**Assignment**
Quote only the span from the first line of the entries to the line containing "justify-content:space-between; align-items:center; height:84px;", both ends kept. Leave every picture out.

**Provided material**

- Opening Delimiter -

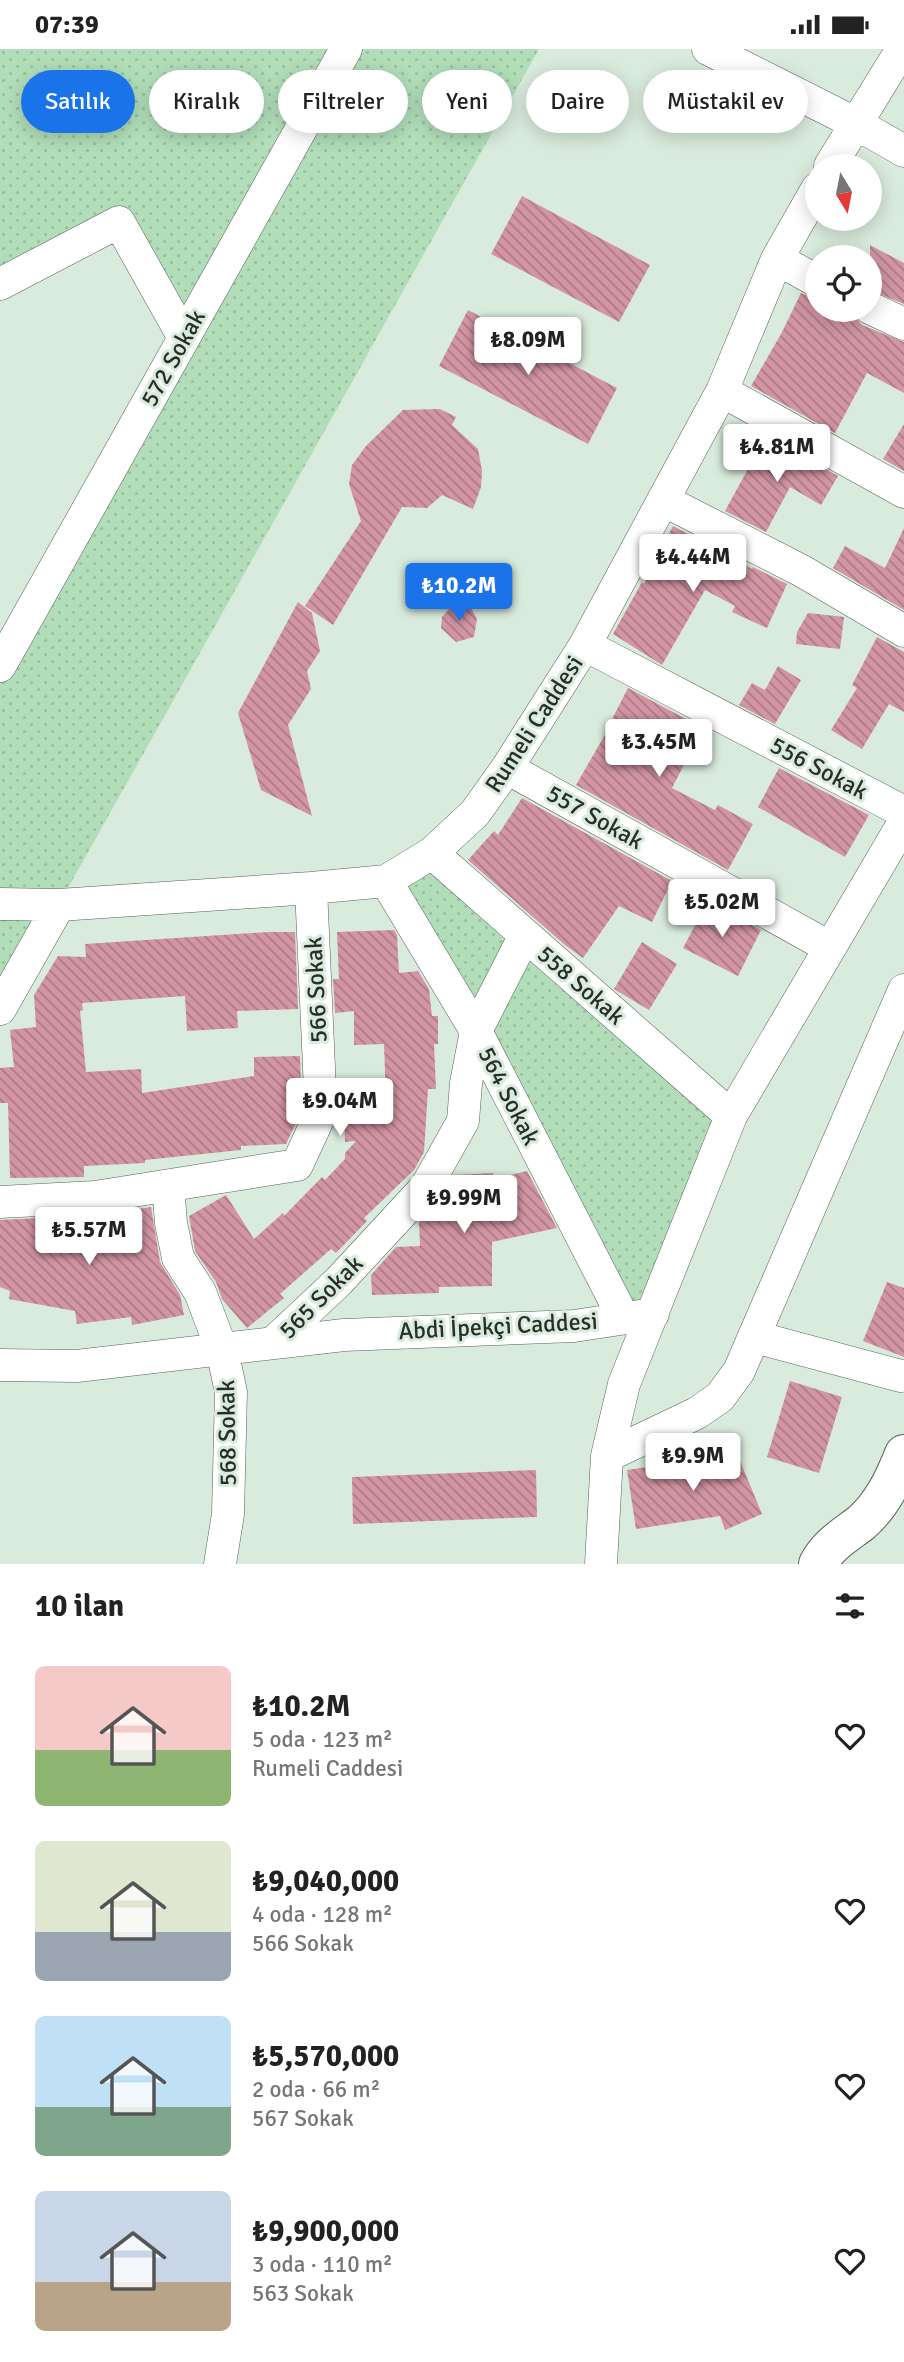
<!DOCTYPE html>
<html lang="tr">
<head>
<meta charset="utf-8">
<style>
  :root { --surface:#fff; --page:#f6f6f6; --text:#222; --muted:#767676; --accent:#1a73e8 }
  body { margin:0; font-family:Signika,sans-serif; background:var(--page); color:var(--text); height:100vh; display:flex; flex-direction:column; font-size:26px; white-space:nowrap }
  * { box-sizing:border-box; margin:0 }
  p { font-size:23px; color:var(--muted) }
  .icon { flex:none; width:38px; height:38px; fill:none; stroke:currentColor; stroke-width:2; stroke-linecap:round; stroke-linejoin:round }
  .map { position:relative; height:1515px; overflow:hidden }
  .sheet { display:flex; flex-direction:column; background:var(--surface); flex:1 }
  .sheet>* { flex:none }
  .top-card { position:absolute; left:21px; top:21px; width:863px; height:63px; display:flex; gap:14px }
  .needle { width:46px; rotate:170deg }
  .buttons { position:absolute; left:805px; top:105px; display:grid; gap:14px }
  .buttons a { display:grid; place-items:center; width:77px; height:77px; border-radius:50%; background:var(--surface); box-shadow:0 4px 18px #0003; font-size:35px }
  .price { position:absolute; translate:-50% -60px; padding:0 16px; border-radius:7px; background:#fff; color:#222; font-size:23px; line-height:46px; filter:drop-shadow(0 2px 4px #0008) }
  .price::after { content:''; position:absolute; left:50%; top:42px; width:21px; height:16px; margin-left:-10px; background:inherit; clip-path:polygon(0 0,100% 0,50% 100%) }
  .price.current { background:var(--accent); color:#fff }
  ul { padding:0; list-style:none }
  li { display:flex; align-items:center; gap:21px; height:175px; padding:0 35px }
  li span { display:grid; place-items:center; flex:none; width:196px; height:140px; border-radius:10px; color:#555 }
  li>.icon { margin-inline-start:auto }
  span .icon { width:84px; height:84px; fill:#fffc; stroke-width:1 }
  li b { font-size:30px }
  h2 { display:flex; justify-content:space-between; align-items:center; height:84px; padding:0 35px; font-size:30px }
  .pill { padding:0 24px; border-radius:32px; background:var(--surface); box-shadow:0 4px 18px #0003; font-size:24px; line-height:63px }
  .pill.current { background:var(--accent); color:#fff }
  .status { display:flex; justify-content:space-between; align-items:center; height:49px; padding:0 35px; background:var(--surface); direction:ltr }
  .status svg { height:19px; fill:currentColor }
  .map>svg:first-child { display:block }
  .park { fill:url(#park-dots) }
  .building { fill:url(#building-back-hatch) }
  .lines { fill:none; stroke-linecap:round; stroke-linejoin:round }
  .minor-casing { stroke:#536255; stroke-width:33 }
  .highway-casing { stroke:#536255; stroke-width:40 }
  .minor { stroke:#fff; stroke-width:32 }
  .highway { stroke:#fff; stroke-width:38 }
  .labels { text-anchor:middle; dominant-baseline:central; stroke-width:6; stroke-linejoin:round; paint-order:stroke }
  .street-label { font-size:24px; fill:#282e29; stroke:#d9ebdc }
</style>
</head>
<body>
<div class="status"><b>07:39</b><svg viewBox="0 0 49 12"><path d="M0 12V9h3v3zM5 12V6h3v6zM10 12V3h3v9zM15 12V0h3v12zM26 1h20v11H26zM47 4h2v5h-2z"/></svg></div>
<div class="map">
<svg width="904" height="1515" viewBox="0 0 904 1515">
  <defs>
    <pattern id="park-dots" width="8" height="8" patternUnits="userSpaceOnUse" patternTransform="scale(1.75)"><rect width="8" height="8" fill="#b1deb9"/><path d="M2 2h.1M6 6h.1" fill="none" stroke="#98bf9f" stroke-width="1.8" stroke-linecap="round"/></pattern>
    <pattern id="building-back-hatch" width="6" height="6" patternUnits="userSpaceOnUse" patternTransform="scale(1.75)"><rect width="6" height="6" fill="#d395a4"/><path d="M-1 5l2 2M0 0l6 6M5-1l2 2" fill="none" stroke="#ab7a86"/></pattern>
  </defs>
  <rect width="100%" height="100%" fill="#d9ebdc"/>
  <!-- park -->
  <path class="park" d="M 0,0 L 539,0 L 0,960 L 0,617 L 184,289 L 119,173 L 0,235 Z
    M 432,804 L 731,1067 L 653,1265 L 623,1268 L 386,832 Z"/>
  <!-- building -->
  <path class="building" d="M 522,147 L 650,216 L 619,273 L 491,205 Z
    M 870,196 L 904,214 L 904,255 L 870,241 Z
    M 801,244 L 817,250 L 817,261 L 845,261 L 853,265 L 862,276 L 904,293 L 904,344 L 867,324 L 835,384 L 751,337 L 781,285 Z
    M 468,261 L 617,339 L 588,395 L 439,317 Z
    M 440,360 L 456,368 L 452,376 L 478,400 L 482,422 L 481,438 L 473,460 L 442,446 L 427,459 L 402,458 L 333,576 L 305,557 L 361,472 L 349,435 L 352,416 L 366,397 L 403,361 Z
    M 904,375 L 904,422 L 883,410 Z
    M 766,387 L 838,427 L 821,456 L 790,438 L 766,483 L 725,462 Z
    M 673,477 L 752,520 L 753,518 L 787,535 L 767,579 L 732,563 L 735,557 L 705,541 L 662,616 L 613,585 L 642,533 L 644,535 Z
    M 904,479 L 904,561 L 833,519 L 845,497 L 885,519 Z
    M 298,553 L 312,564 L 320,602 L 307,622 L 311,640 L 288,676 L 312,767 L 261,741 L 238,664 Z
    M 454,555 L 471,559 L 477,570 L 474,588 L 456,593 L 441,579 L 442,568 Z
    M 808,564 L 844,568 L 840,600 L 796,595 L 797,583 Z
    M 877,588 L 904,603 L 904,663 L 889,655 L 862,700 L 831,681 L 857,639 L 852,636 Z
    M 778,617 L 801,631 L 775,675 L 739,656 L 752,634 L 765,641 Z
    M 628,639 L 703,679 L 672,739 L 715,761 L 718,756 L 753,775 L 728,821 L 576,736 L 610,677 L 609,676 Z
    M 779,719 L 869,766 L 845,808 L 758,758 Z
    M 522,749 L 672,832 L 652,873 L 619,857 L 583,909 L 565,896 L 468,811 L 494,782 L 498,786 Z
    M 708,852 L 761,881 L 738,927 L 683,899 Z
    M 394,881 L 397,886 L 399,924 L 418,922 L 429,940 L 432,967 L 438,967 L 438,995 L 434,995 L 436,1040 L 428,1040 L 424,1103 L 414,1121 L 364,1169 L 367,1172 L 336,1204 L 331,1200 L 280,1245 L 284,1249 L 247,1279 L 222,1250 L 216,1233 L 195,1202 L 189,1167 L 226,1146 L 254,1190 L 283,1164 L 284,1167 L 322,1128 L 325,1131 L 345,1110 L 345,1104 L 356,1092 L 345,1093 L 344,1053 L 386,1053 L 384,995 L 354,996 L 354,962 L 335,964 L 333,930 L 339,930 L 337,883 Z
    M 269,883 L 295,883 L 298,960 L 237,962 L 238,979 L 187,982 L 185,947 L 82,954 L 83,961 L 80,962 L 86,1023 L 141,1020 L 142,1044 L 254,1027 L 254,1008 L 300,1007 L 302,1061 L 286,1095 L 241,1097 L 241,1101 L 145,1111 L 145,1114 L 84,1117 L 84,1128 L 10,1129 L 8,1054 L 0,1054 L 0,1019 L 14,1018 L 10,981 L 36,978 L 34,946 L 58,907 L 86,908 L 85,895 Z
    M 642,893 L 677,915 L 649,961 L 614,940 Z
    M 527,1122 L 557,1179 L 492,1193 L 492,1237 L 439,1238 L 439,1244 L 372,1246 L 371,1226 L 396,1198 L 420,1197 L 419,1173 L 455,1140 L 454,1126 L 493,1124 L 493,1130 Z
    M 151,1158 L 160,1213 L 180,1246 L 184,1266 L 132,1276 L 131,1268 L 77,1275 L 75,1262 L 9,1250 L 10,1242 L 0,1238 L 0,1171 L 40,1169 L 75,1176 L 74,1168 L 98,1166 Z
    M 887,1233 L 904,1239 L 904,1308 L 863,1292 Z
    M 790,1332 L 842,1348 L 819,1424 L 767,1408 Z
    M 736,1402 L 762,1465 L 725,1481 L 720,1467 L 636,1480 L 627,1421 L 689,1412 L 691,1421 Z
    M 536,1421 L 537,1468 L 353,1475 L 352,1428 Z"/>
  <g class="lines">
    <defs>
      <path id="minor" d="M 708,0 L 855,74 L 904,102
        M 830,117 L 902,0
        M 777,210 L 817,232
        M 0,235 L 119,173 L 184,289
        M 870,259 L 904,275
        M 722,342 L 904,443
        M 663,451 L 802,522 L 904,582
        M 585,596 L 904,763
        M 0,617 L 346,0
        M 507,719 L 829,898
        M 432,804 L 731,1067
        M 386,832 L 476,982 L 623,1268
        M 0,855 L 59,856 L 311,839 L 386,832 L 432,804 L 475,764 L 507,719 L 585,596 L 722,342 L 777,210 L 817,140
        M 0,960 L 59,856
        M 168,1137 L 171,1174 L 178,1209 L 200,1243 L 222,1301 L 231,1343 L 228,1465 L 220,1515
        M 0,1153 L 95,1148 L 297,1116 L 321,1064 L 311,839
        M 755,1288 L 901,1327
        M 273,1294 L 339,1232 L 426,1138 L 463,1072 L 466,1034 L 476,982 L 525,886
        M 0,1316 L 77,1317 L 344,1286 L 574,1277 L 653,1265
        M 607,1407 L 697,1364 L 720,1348 L 739,1322 L 904,941
        M 601,1515 L 607,1407 L 624,1335 L 731,1067 L 904,773"/>
      <path id="highway" d="M 818,1515 C 828,1496 844,1487 861,1474 C 882,1456 894,1430 904,1405"/>
    </defs>
    <!-- minor casing -->
    <use href="#minor" class="minor-casing"/>
    <!-- highway casing -->
    <use href="#highway" class="highway-casing"/>
    <!-- minor -->
    <use href="#minor" class="minor"/>
    <!-- highway -->
    <use href="#highway" class="highway"/>
  </g>
  <g class="labels">
    <!-- street labels -->
    <g class="street-label">
      <text transform="translate(173 309) rotate(-61)">572 Sokak</text>
      <text transform="translate(534 675) rotate(-57)">Rumeli Caddesi</text>
      <text transform="translate(819 719) rotate(28)">556 Sokak</text>
      <text transform="translate(595 768) rotate(29)">557 Sokak</text>
      <text transform="translate(581 936) rotate(41)">558 Sokak</text>
      <text transform="translate(316 941) rotate(-93)">566 Sokak</text>
      <text transform="translate(509 1047) rotate(63)">564 Sokak</text>
      <text transform="translate(321 1248) rotate(-45)">565 Sokak</text>
      <text transform="translate(498 1277) rotate(-3)">Abdi İpekçi Caddesi</text>
      <text transform="translate(227 1384) rotate(-91)">568 Sokak</text>
    </g>
  </g>
</svg>
<div class="buttons">
<a><svg class="needle" viewBox="-14 -14 28 28"><path d="M0-13l5 13h-10z" fill="#e53935"/><path d="M0 13l5-13h-10z" fill="#767676"/></svg></a>
<a><svg class="icon" aria-label="locate" viewBox="0 0 24 24"><circle cx="12" cy="12" r="6"/><path d="M12 2v4M12 18v4M2 12h4M18 12h4"/></svg></a>
</div>
<b class="price" style="left:528px;top:328px">₺8.09M</b>
<b class="price" style="left:777px;top:435px">₺4.81M</b>
<b class="price" style="left:693px;top:545px">₺4.44M</b>
<b class="price current" style="left:459px;top:574px">₺10.2M</b>
<b class="price" style="left:659px;top:730px">₺3.45M</b>
<b class="price" style="left:722px;top:890px">₺5.02M</b>
<b class="price" style="left:340px;top:1089px">₺9.04M</b>
<b class="price" style="left:464px;top:1186px">₺9.99M</b>
<b class="price" style="left:89px;top:1218px">₺5.57M</b>
<b class="price" style="left:693px;top:1444px">₺9.9M</b>
<div class="top-card">
<a class="pill current">Satılık</a>
<a class="pill">Kiralık</a>
<a class="pill">Filtreler</a>
<a class="pill">Yeni</a>
<a class="pill">Daire</a>
<a class="pill">Müstakil ev</a>
</div>
</div>
<section class="sheet">
<h2>10 ilan<svg class="icon" aria-label="filters" viewBox="0 0 24 24"><path d="M4 7h16M4 17h16"/><circle cx="9" cy="7" r="2"/><circle cx="15" cy="17" r="2"/></svg></h2>
<ul>
<li><span style="background:linear-gradient(#f6c9c9 60%,#8fb573 0)"><svg class="icon" aria-label="home" viewBox="0 0 24 24"><path d="M3 11l9-7 9 7M6 9v11h12V9"/></svg></span><div><b>₺10.2M</b><p>5 oda · 123 m²</p><p>Rumeli Caddesi</p></div><svg class="icon" aria-label="heart" viewBox="0 0 24 24"><path d="M12 20l-8-8c-3-5 5-10 8-4 3-6 11-1 8 4z"/></svg></li>
<li><span style="background:linear-gradient(#dfe7d0 65%,#9aa5b1 0)"><svg class="icon" aria-label="home" viewBox="0 0 24 24"><path d="M3 11l9-7 9 7M6 9v11h12V9"/></svg></span><div><b>₺9,040,000</b><p>4 oda · 128 m²</p><p>566 Sokak</p></div><svg class="icon" aria-label="heart" viewBox="0 0 24 24"><path d="M12 20l-8-8c-3-5 5-10 8-4 3-6 11-1 8 4z"/></svg></li>
<li><span style="background:linear-gradient(#bfe0f5 65%,#7fa58c 0)"><svg class="icon" aria-label="home" viewBox="0 0 24 24"><path d="M3 11l9-7 9 7M6 9v11h12V9"/></svg></span><div><b>₺5,570,000</b><p>2 oda · 66 m²</p><p>567 Sokak</p></div><svg class="icon" aria-label="heart" viewBox="0 0 24 24"><path d="M12 20l-8-8c-3-5 5-10 8-4 3-6 11-1 8 4z"/></svg></li>
<li><span style="background:linear-gradient(#c9d6e8 65%,#b9a48a 0)"><svg class="icon" aria-label="home" viewBox="0 0 24 24"><path d="M3 11l9-7 9 7M6 9v11h12V9"/></svg></span><div><b>₺9,900,000</b><p>3 oda · 110 m²</p><p>563 Sokak</p></div><svg class="icon" aria-label="heart" viewBox="0 0 24 24"><path d="M12 20l-8-8c-3-5 5-10 8-4 3-6 11-1 8 4z"/></svg></li>
</ul>
</section>
</body>
</html>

- Closing Delimiter -

**Answer section**
<!DOCTYPE html>
<html lang="tr">
<head>
<meta charset="utf-8">
<style>
  :root { --surface:#fff; --page:#f6f6f6; --text:#222; --muted:#767676; --accent:#1a73e8 }
  body { margin:0; font-family:Signika,sans-serif; background:var(--page); color:var(--text); height:100vh; display:flex; flex-direction:column; font-size:26px; white-space:nowrap }
  * { box-sizing:border-box; margin:0 }
  p { font-size:23px; color:var(--muted) }
  .icon { flex:none; width:38px; height:38px; fill:none; stroke:currentColor; stroke-width:2; stroke-linecap:round; stroke-linejoin:round }
  .map { position:relative; height:1515px; overflow:hidden }
  .sheet { display:flex; flex-direction:column; background:var(--surface); flex:1 }
  .sheet>* { flex:none }
  .top-card { position:absolute; left:21px; top:21px; width:863px; height:63px; display:flex; gap:14px }
  .needle { width:46px; rotate:170deg }
  .buttons { position:absolute; left:805px; top:105px; display:grid; gap:14px }
  .buttons a { display:grid; place-items:center; width:77px; height:77px; border-radius:50%; background:var(--surface); box-shadow:0 4px 18px #0003; font-size:35px }
  .price { position:absolute; translate:-50% -60px; padding:0 16px; border-radius:7px; background:#fff; color:#222; font-size:23px; line-height:46px; filter:drop-shadow(0 2px 4px #0008) }
  .price::after { content:''; position:absolute; left:50%; top:42px; width:21px; height:16px; margin-left:-10px; background:inherit; clip-path:polygon(0 0,100% 0,50% 100%) }
  .price.current { background:var(--accent); color:#fff }
  ul { padding:0; list-style:none }
  li { display:flex; align-items:center; gap:21px; height:175px; padding:0 35px }
  li span { display:grid; place-items:center; flex:none; width:196px; height:140px; border-radius:10px; color:#555 }
  li>.icon { margin-inline-start:auto }
  span .icon { width:84px; height:84px; fill:#fffc; stroke-width:1 }
  li b { font-size:30px }
  h2 { display:flex; justify-content:space-between; align-items:center; height:84px; padding:0 35px; font-size:30px }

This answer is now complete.